Impact of COVID 19 lockdown on women farmers

In Nepal, citizens have been instructed to maintain physical distancing which limit their ability to farm since the lockdown has begun on March 24th, 2020. The supply of agricultural inputs such as seeds and fertilizers are interrupted, and farmers suffered a huge loss since they were not able to transport their production in the market. Female smallholder vegetable farmers have been the hardest hit since they would carry and sell the vegetables door to door, so many lost the main source of their income. This situation was confirmed by a member of a Rural women farmers group in Rautahat and Sarlahi in a Gender in Humanitarian Action Task Team online meeting conducted by UN Women on April 27th, 2020. She informed on the risk of growing food insecurity and anxiety of debt return especially among female headed households. Women in particular depend on informal loans with high interest rates. The failure of crop, the loss of livelihood and natural disasters add to their vulnerabilities.

Recent phone interviews to research participants in our field sites confirm similar experiences in Western Nepal. Three residents [1] in the villages of Selinge, Dadeldhura, and Tiltali, Doti, stated that in their villages, most keep physical distance and stay at home as advised on the radio and national TV news. Upon the return of migrants who have not returned home yet, communities hope they follow quarantine rules so that the virus will not be able to spread. Limited access to markets currently could severely affect the whole cropping season and thus their food security. In addition, the supply with soaps, vegetables or cell phone recharge cards from the market is limited, and they are advised not to leave their remote village which is perceived considerably safe. Instead, a truck delivers regularly food to them, which, however, is limited to those who can afford to buy food especially if their regular remittances may not arrive anymore.
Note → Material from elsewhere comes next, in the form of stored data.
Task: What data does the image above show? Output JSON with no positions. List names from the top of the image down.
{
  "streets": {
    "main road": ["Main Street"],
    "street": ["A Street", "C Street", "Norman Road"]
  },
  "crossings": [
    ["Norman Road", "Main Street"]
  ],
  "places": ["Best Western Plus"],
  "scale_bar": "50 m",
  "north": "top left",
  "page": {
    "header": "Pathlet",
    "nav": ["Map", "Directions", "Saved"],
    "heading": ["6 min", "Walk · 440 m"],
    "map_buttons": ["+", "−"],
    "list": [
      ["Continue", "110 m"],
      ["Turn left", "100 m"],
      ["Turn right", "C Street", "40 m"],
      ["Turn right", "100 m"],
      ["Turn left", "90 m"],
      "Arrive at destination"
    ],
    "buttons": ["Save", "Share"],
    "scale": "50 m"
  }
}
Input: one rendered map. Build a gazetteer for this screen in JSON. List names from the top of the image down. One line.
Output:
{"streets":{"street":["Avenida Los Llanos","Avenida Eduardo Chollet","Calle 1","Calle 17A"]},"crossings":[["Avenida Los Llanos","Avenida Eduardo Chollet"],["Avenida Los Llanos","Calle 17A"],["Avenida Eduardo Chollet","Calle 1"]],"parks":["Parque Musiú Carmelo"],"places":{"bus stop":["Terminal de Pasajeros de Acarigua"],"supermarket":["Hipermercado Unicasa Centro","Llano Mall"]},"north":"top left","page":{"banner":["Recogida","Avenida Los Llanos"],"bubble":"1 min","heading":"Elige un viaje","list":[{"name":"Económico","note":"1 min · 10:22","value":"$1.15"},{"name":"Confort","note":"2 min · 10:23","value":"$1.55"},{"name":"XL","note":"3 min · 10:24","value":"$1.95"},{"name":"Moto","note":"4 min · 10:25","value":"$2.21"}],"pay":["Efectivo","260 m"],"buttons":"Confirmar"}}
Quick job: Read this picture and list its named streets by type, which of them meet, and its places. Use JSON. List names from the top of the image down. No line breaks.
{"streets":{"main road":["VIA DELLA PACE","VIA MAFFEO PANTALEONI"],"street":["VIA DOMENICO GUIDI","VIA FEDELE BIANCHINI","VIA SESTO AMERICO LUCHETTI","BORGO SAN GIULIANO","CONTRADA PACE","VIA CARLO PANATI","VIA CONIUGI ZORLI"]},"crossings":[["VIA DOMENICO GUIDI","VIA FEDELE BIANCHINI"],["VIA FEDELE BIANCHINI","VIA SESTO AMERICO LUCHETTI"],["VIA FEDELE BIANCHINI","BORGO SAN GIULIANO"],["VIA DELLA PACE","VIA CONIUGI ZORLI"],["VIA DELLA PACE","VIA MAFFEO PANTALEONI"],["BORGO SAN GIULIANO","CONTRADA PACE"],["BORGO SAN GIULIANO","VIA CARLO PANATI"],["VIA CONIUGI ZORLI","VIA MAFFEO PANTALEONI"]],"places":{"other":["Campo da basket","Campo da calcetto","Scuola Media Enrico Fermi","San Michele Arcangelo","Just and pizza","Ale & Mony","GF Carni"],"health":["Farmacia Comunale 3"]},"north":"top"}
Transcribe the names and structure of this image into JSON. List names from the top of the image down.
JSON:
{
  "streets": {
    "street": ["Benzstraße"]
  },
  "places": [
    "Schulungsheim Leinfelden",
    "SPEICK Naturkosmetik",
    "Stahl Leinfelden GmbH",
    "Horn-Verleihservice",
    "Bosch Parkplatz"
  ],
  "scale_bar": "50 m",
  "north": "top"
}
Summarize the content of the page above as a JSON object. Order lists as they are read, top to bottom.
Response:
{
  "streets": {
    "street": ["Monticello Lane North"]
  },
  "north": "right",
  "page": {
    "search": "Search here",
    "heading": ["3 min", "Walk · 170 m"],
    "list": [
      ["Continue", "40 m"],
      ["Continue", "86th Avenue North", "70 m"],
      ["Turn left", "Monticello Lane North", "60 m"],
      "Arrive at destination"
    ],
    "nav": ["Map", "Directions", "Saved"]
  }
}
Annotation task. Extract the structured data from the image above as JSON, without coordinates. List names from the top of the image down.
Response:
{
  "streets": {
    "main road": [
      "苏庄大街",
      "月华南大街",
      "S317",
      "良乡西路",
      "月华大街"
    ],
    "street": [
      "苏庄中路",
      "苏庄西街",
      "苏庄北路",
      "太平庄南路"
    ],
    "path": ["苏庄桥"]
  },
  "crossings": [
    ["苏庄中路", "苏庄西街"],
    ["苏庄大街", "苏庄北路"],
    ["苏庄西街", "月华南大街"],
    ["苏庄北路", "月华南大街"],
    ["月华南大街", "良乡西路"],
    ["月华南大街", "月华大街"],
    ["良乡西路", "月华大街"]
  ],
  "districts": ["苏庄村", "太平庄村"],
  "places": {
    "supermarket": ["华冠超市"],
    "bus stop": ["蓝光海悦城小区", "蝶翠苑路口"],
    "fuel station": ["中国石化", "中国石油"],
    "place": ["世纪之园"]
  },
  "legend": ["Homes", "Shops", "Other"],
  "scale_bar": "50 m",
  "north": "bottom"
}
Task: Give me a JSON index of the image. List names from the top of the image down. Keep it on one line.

Government Response on relief and recovery

The government of Nepal recently introduced emergency relief packages for farmers. However, voices from the field share exclusionary consequences of such packages. The relief package demand certain criteria to be the beneficiaries of the relief such as land entitlement and land size. The central government has announced a relief package of 750 Nepali rupees (6.20 USD) per kattha (338m2) of land. In Province 2, the government has recently announced a new relief package for farmers who own 10 kattha (3380m2) of land and cultivate themselves to receive 10,000 NPR cash in their account. This will de-facto exclude smallholders, tenant farmers, share croppers and daily agricultural wage laborers, of which the majority are women. This has huge implications on women’s well-being and family food security. While men equally suffer psychological stress due to the loss of income, research shows that in situation of emergencies, women are the ones to sell their assets first causing increased incidences of poverty among women and women headed households. Gender scholars have repeatedly highlighted the imperatives of gender and social inclusion perspectives in agricultural planning. However, in the past, a lack of strategies for gender equality and social inclusion in agricultural planning is evident in Nepal [2].

COVID-19 impact on women farmers

Social and gender discriminatory norms within households impact women’s health and well-being negatively in rural Nepal. Eating last in the family and dropping first from education falls on women and girls during emergencies. Ensuring water, sanitation and hygiene (WASH) is traditionally women’s responsibility, and this has received greater attention of national and international governments in the recent pandemic. With reduced food security, income and mobility and increased water stress, girls and women may force to compromise on food, health, education and decision-making spaces. Access to resources and social networks is gendered, and this causes reduced resilience capacity of women to the impacts of pandemics and disasters. The consequences have already been evident with a 200 percent increase in the maternal mortality rate since the lockdown began, and increased cases of domestic and sexual violence.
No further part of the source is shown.